But before doing so, I should add that I did not fail to notice the prudent manner in which you presented David Szolay's Latin quotation “Amemus et non pertura” - which, I think you will agree, is nonsensical - and which he interprets as meaning “Let us love that which is eternal and not what is transient”.

Perhaps he misread the inscription which may possibly have been “Amemus et non perturba” (“Let us love and not make trouble”). However, whatever it was, is neither here nor there. To me it is a clear indication of the poor quality of the individual whom, for some reason, you present as the author of a “fine collection of short stories”.

« So what is eternal ? » the author asks himself.

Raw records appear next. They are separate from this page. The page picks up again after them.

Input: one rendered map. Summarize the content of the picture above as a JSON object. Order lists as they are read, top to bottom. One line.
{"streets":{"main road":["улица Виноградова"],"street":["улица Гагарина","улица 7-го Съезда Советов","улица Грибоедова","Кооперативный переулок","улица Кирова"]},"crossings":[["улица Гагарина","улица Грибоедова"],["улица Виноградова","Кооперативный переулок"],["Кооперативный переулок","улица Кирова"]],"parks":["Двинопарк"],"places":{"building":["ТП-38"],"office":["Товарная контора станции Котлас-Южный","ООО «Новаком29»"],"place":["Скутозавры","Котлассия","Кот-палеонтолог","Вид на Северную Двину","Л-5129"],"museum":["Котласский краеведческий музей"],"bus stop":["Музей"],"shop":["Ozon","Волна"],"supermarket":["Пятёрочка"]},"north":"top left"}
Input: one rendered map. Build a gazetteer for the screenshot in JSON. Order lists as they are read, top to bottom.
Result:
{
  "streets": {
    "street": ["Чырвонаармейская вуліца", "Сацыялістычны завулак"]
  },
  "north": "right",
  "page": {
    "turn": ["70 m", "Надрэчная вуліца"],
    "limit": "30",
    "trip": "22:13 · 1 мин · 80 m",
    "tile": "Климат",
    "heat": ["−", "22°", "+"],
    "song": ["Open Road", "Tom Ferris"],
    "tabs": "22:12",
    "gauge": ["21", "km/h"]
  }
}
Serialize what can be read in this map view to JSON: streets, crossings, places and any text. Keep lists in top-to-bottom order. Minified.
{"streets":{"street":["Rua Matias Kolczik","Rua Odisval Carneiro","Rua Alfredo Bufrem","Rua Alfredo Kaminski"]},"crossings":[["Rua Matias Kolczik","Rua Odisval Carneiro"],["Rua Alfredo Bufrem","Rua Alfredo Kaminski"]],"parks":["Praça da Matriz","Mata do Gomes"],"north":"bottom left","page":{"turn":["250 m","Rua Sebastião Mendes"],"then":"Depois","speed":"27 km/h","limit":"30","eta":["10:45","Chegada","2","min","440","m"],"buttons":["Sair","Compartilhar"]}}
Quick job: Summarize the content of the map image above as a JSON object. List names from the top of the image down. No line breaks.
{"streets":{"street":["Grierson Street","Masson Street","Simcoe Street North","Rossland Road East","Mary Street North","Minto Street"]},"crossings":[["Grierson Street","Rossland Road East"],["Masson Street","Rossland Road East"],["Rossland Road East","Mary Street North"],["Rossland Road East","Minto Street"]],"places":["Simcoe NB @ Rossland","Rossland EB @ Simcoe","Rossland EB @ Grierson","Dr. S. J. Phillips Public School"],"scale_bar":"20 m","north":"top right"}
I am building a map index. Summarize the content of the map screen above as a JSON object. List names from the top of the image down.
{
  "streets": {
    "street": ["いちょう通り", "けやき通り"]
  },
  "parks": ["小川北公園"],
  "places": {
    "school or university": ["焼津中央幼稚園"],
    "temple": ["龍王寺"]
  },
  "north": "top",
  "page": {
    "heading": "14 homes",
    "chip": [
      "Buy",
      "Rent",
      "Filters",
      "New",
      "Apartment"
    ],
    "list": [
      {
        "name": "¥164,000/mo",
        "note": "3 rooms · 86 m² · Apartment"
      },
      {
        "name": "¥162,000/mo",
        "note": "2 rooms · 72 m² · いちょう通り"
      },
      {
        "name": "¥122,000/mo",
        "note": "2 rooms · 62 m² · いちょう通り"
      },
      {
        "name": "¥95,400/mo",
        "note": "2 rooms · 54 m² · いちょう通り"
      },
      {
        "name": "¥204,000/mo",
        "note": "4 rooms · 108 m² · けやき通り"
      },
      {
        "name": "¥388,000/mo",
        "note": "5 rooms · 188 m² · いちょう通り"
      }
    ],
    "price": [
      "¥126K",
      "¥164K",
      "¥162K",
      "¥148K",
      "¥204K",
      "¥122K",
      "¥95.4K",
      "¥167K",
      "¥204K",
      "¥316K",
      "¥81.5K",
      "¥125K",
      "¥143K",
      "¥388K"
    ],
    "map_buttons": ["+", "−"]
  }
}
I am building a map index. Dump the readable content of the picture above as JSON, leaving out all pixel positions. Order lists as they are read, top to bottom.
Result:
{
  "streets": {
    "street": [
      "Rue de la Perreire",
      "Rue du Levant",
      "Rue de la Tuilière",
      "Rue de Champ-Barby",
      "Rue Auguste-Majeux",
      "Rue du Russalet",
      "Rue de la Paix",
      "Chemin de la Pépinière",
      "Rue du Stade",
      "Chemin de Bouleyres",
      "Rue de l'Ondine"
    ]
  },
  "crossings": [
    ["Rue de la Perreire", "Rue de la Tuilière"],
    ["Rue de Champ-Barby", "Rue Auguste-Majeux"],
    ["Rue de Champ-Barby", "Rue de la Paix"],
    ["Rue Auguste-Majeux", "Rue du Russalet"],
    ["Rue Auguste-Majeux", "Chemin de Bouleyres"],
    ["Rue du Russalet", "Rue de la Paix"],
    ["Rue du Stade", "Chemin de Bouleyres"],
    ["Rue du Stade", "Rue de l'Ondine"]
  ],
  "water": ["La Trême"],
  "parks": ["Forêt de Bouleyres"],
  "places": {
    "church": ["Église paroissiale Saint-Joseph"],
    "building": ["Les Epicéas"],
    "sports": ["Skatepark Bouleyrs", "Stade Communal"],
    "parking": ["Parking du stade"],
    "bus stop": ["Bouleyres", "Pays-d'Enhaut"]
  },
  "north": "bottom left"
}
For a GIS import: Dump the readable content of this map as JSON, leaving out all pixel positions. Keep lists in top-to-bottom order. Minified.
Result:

“Nothing” thinks he, and you add : « Our problem, our unease, our existential dilemma is that we now know that nothing eternal exists »

That is where I differ. In my view, it is the other way round. It is because of the individual’s “existential dilemma” that the thought “that nothing eternal exists” is unsupportable. People cling desperately to the belief that there must be an afterlife and that by faith alone they will be saved. Faith may or may not get them to heaven, but, at least, it alleviates their “existential dilemma”.

However, irrespective of whether we suffer from “existential dilemma” or not, the fact remains that as we can see neither a beginning nor an end to the cosmos and everything it contains, I consider that the eternal does, indeed, exist - until proof to the contrary.

I am less affirmative about life. But there is no doubt in my mind that love is eternal.

Either love is or it is not. If it is not, it never was. If it is, it always will be.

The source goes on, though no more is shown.